Xu-Chen commented 1 week ago

@Xu-Chen To confirm, did you have inference problem with GPTQMode.from_quantized() too or is the inference issue localized to vLLM?

The inference issue localized to vLLM. I will try GPTQMode.from_quantized() .

Qubitium commented 1 week ago

Ref: https://github.com/vllm-project/vllm/issues/5343#issuecomment-2154882419

@Xu-Chen vllm currently does not support quantized MoE models except Mixtral.

Xu-Chen commented 1 week ago

Ref: vllm-project/vllm#5343 (comment)

@Xu-Chen vllm currently does not support quantized MoE models except Mixtral.
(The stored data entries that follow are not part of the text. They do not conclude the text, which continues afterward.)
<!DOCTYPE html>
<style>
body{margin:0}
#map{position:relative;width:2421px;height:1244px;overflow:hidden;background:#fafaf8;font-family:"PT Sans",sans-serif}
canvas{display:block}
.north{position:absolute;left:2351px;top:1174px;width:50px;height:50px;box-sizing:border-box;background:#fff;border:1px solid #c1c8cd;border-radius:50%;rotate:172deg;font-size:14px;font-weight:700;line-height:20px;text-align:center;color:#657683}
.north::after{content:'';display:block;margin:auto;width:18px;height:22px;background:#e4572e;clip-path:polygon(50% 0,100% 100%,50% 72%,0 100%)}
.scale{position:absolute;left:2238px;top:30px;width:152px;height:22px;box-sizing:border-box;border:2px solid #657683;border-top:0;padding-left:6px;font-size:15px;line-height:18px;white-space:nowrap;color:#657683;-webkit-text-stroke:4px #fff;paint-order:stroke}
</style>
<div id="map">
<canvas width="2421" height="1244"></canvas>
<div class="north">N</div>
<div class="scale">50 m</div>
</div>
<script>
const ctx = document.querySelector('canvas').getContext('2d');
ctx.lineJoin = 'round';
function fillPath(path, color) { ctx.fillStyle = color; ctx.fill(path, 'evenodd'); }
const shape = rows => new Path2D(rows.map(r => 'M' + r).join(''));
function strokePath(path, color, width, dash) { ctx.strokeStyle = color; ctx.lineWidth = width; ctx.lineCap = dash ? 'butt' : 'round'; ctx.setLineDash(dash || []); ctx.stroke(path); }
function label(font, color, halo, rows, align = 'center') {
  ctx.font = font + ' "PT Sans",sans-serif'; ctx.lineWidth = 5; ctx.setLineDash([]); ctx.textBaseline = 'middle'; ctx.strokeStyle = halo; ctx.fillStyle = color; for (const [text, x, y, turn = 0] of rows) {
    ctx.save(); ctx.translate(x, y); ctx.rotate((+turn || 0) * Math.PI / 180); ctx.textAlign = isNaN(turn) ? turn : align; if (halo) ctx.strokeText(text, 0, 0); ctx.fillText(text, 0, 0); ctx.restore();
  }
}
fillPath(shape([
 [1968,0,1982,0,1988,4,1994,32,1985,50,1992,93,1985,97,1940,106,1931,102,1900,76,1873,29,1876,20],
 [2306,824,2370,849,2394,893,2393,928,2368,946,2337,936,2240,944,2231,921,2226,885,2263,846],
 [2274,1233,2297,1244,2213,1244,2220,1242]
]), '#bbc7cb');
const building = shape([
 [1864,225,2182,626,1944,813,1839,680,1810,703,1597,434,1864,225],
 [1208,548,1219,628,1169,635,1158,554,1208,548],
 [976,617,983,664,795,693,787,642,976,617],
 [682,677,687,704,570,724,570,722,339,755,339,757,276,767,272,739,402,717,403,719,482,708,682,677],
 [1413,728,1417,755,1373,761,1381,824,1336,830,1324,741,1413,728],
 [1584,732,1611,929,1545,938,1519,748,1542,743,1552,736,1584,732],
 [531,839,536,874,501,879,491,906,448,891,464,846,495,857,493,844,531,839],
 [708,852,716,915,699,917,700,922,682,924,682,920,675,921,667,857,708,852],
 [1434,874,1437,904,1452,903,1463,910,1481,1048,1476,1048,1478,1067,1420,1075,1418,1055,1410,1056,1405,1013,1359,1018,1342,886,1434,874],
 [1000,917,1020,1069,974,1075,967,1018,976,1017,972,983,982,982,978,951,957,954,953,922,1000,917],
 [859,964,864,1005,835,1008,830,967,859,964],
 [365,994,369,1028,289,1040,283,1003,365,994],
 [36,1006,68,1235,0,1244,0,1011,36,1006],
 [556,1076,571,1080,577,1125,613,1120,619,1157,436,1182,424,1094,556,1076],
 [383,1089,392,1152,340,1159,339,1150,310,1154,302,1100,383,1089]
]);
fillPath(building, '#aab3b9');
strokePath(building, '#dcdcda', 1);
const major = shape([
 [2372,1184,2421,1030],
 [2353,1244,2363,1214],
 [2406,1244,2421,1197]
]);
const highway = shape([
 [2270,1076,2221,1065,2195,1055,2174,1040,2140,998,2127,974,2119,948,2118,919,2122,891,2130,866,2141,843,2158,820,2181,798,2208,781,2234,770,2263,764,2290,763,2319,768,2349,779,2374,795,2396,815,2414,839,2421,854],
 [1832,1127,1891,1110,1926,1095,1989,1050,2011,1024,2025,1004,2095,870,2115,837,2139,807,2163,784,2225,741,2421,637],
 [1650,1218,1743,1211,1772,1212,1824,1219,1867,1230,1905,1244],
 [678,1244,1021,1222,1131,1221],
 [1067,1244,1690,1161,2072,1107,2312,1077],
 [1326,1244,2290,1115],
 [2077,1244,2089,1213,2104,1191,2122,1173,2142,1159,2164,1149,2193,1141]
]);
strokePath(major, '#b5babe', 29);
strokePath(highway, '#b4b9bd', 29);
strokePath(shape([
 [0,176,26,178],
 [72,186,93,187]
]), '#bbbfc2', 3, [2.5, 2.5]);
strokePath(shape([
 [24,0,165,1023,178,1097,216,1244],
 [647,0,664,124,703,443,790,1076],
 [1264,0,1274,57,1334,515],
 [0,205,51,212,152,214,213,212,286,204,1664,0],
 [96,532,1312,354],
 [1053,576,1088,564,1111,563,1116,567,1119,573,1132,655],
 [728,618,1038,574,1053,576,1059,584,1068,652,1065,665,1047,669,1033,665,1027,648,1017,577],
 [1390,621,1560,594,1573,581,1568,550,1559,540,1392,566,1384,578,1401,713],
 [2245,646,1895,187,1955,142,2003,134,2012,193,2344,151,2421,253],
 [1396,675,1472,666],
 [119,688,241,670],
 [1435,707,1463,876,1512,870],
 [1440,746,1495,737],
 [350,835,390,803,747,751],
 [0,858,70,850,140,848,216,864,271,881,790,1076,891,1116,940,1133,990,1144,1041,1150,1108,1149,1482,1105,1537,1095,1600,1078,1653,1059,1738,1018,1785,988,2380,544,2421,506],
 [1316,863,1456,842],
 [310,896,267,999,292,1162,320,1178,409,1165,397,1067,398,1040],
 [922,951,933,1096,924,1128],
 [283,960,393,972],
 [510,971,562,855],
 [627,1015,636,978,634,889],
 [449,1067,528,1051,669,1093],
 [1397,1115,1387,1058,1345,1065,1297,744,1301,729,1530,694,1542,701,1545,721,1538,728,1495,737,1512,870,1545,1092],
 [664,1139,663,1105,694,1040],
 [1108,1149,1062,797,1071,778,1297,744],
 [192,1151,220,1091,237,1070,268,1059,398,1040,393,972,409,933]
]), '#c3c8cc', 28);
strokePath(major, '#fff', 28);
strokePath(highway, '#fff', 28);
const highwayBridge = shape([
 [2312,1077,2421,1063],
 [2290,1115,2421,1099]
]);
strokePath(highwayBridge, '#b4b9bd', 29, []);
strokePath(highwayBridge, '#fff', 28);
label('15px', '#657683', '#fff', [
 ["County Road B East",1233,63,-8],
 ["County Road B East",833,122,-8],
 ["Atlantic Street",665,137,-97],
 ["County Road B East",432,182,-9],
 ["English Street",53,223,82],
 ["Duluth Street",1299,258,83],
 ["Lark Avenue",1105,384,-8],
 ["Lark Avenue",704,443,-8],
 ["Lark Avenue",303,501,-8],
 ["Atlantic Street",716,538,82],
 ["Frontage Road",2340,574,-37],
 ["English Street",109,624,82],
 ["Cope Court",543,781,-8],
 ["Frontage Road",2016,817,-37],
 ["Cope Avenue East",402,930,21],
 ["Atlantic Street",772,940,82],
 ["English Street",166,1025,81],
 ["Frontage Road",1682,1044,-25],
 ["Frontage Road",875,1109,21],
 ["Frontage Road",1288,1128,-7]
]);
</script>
I try GPTQMode.from_quantized(),but the quantized model's output is error, eg "GPTQModel is !!!!!!!!!!!!!!!!!!", repeatedly outputs the character "!". Will re-quantify this model.

Qubitium commented 1 week ago

What calibration sataset and size of calib data did you use? Also please use something other than "GPTQModel is..." as prompt test since it would just hallucinate on unknown info.